Die Veränderung nicht nur beim Kind, sondern in der ganzen Familie zu bewirken ist eine zentrale Idee von "move&eat&more". Neben den wöchentlichen Treffen der Zehn- bis 13-Jährigen, gibt es auch Elterngespräche. Das Abnehmprogramm wurde 2004 gegründet. Es stützt sich auf die drei Pfeiler move, also Bewegung, eat, die richtige Ernährung und more. Letzteres umschreibt dabei die Einbeziehung der Familie, den Teamgedanken in der Gruppe und die psychologische Betreuung der Teilnehmer.

Auch für Heinz Jarmatz, Allgemeinmediziner aus Barendorf, sind gesunde Essgewohnheiten bei Kindern wichtiger als schnell viele Kilos zu verlieren. Der Vorsitzende des Deutschen Hausärzteverbandes bietet auch Kuren für übergewichtige Mütter und ihre Kinder an. Wenn der Nachwuchs allerdings gar nicht abnähme, liege das meist nicht an den Eltern. "Kinder sind clever, sie verlagern ihre Quellen und besuchen dann die Oma oder Freunde um zu naschen", sagt er.

"Motivation ist bei Kindern alles", sagt Sportwissenschaftlerin Janina Thiessel. Sie hat mit den Kindern Sport gemacht, ihnen besondere Übungen gezeigt. "In diesem Alter sind die Kinder nur über den Spaßfaktor zu erreichen", sagt sie. Janina Thiessel glaubt, dass sie nur einen Anstoß geben kann.

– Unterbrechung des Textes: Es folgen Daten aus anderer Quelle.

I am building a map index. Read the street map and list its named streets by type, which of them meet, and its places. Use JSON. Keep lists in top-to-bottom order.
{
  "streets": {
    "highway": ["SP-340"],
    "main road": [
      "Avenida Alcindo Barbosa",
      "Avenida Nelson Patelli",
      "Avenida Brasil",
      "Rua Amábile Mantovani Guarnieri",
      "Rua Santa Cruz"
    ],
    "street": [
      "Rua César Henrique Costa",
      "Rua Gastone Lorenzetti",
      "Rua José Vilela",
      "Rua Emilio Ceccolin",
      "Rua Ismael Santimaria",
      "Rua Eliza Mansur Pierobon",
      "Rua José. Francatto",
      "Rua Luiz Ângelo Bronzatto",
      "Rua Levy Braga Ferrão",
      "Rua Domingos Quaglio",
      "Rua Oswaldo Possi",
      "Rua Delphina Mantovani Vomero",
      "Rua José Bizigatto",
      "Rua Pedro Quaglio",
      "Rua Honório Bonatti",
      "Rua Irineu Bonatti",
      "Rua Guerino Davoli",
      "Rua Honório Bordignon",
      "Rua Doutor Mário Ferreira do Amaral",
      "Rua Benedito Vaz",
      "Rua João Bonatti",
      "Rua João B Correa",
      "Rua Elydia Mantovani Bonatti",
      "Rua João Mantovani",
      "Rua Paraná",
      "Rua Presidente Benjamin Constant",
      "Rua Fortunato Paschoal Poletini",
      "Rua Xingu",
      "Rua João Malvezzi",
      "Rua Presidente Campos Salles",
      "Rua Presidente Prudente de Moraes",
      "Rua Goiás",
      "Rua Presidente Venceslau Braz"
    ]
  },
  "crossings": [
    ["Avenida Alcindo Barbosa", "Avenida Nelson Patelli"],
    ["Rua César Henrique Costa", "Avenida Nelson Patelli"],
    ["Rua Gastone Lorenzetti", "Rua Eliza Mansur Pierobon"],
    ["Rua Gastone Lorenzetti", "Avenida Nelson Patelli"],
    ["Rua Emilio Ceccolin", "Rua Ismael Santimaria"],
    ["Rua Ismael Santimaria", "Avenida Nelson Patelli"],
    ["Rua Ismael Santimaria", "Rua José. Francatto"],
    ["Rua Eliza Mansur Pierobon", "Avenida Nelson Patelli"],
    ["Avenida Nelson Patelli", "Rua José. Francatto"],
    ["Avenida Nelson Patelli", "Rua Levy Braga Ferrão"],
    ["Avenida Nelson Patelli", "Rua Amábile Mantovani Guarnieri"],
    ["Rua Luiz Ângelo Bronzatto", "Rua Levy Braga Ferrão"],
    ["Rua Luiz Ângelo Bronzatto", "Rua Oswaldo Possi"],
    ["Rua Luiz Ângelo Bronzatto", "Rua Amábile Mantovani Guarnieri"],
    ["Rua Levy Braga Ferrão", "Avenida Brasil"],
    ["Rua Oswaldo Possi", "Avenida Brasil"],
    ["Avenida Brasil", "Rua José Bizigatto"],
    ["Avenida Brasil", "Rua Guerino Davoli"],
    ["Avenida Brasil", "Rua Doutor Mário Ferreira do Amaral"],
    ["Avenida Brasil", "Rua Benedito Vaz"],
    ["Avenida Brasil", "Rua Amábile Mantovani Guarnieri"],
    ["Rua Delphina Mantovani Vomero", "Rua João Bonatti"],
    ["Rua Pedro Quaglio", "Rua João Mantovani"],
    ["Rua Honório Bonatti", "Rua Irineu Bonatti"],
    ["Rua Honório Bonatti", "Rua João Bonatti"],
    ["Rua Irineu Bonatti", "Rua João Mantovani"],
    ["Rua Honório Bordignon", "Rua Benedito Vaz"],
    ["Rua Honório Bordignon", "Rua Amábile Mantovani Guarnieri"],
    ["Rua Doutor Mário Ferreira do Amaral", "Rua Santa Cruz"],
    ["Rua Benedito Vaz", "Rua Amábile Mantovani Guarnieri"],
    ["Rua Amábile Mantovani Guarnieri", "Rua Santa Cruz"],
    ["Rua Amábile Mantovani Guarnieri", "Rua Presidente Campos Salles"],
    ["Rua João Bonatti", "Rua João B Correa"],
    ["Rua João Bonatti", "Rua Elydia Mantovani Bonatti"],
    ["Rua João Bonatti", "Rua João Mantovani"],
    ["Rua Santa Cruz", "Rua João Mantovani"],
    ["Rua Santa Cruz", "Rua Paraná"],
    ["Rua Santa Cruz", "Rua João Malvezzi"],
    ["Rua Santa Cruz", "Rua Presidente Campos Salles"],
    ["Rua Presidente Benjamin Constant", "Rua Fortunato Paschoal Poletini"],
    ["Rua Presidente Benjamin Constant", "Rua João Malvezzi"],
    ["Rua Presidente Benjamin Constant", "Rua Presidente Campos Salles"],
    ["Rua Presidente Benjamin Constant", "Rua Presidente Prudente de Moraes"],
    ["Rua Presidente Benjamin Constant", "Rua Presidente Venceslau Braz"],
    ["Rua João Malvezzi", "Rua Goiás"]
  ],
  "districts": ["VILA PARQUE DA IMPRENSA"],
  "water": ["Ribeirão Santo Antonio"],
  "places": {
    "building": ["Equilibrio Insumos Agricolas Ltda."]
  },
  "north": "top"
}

Dass die Kinder einen Sport finden, den sie gern machen, liegt ihr am Herzen. "In den Elterngesprächen wird immer wieder diskutiert, wie mühsam es ist, seinem Kind alle paar Monate eine neue Sportausrüstung zu besorgen. Aber wenn man als Kind nicht möglichst viel ausprobiert, kann man den richtigen Sport auch nicht finden", sagt Janina Thiessel. Darum rät sie Eltern, ihre Kinder so lange Sportarten ausprobieren zu lassen, bis sie die richtige für sich gefunden haben.

Sport ist wichtig, aber die Ernährung nimmt einen noch höheren Stellenwert ein. "80 Prozent der Nahrung sollten Gemüse und Obst sein, 20 Prozent Fleisch und Fisch", sagt Gesundheitsberaterin Sandra Soppe.

Sie rät Eltern regional und saisonal zu kochen, auf gute Qualität und vollwertige Produkte zu achten. Dabei müsse man auch den Wachstumsschüben der Kinder gerecht werden. Es sei außerdem wichtig, eine erhöhte Eiweiß-Zufuhr zu gewährleisten, da sich die Kinder im Muskelaufbau befänden.

Ernährungsexpertin Antje Ziemann glaubt nicht, dass alle Familien auch nach Ende des Programms weiter mit ihren Kindern an deren Gewicht arbeiten werden. "Manche werden das erst einmal ruhen lassen und sich vielleicht später noch einmal mit dem Abnehmen beschäftigen", vermutet sie. Ob sie Recht behält, weiß sie spätestens in einem Jahr. Denn das Konzept sieht vor, nach zwölf Monaten wieder Kontakt zu den Familien aufzunehmen.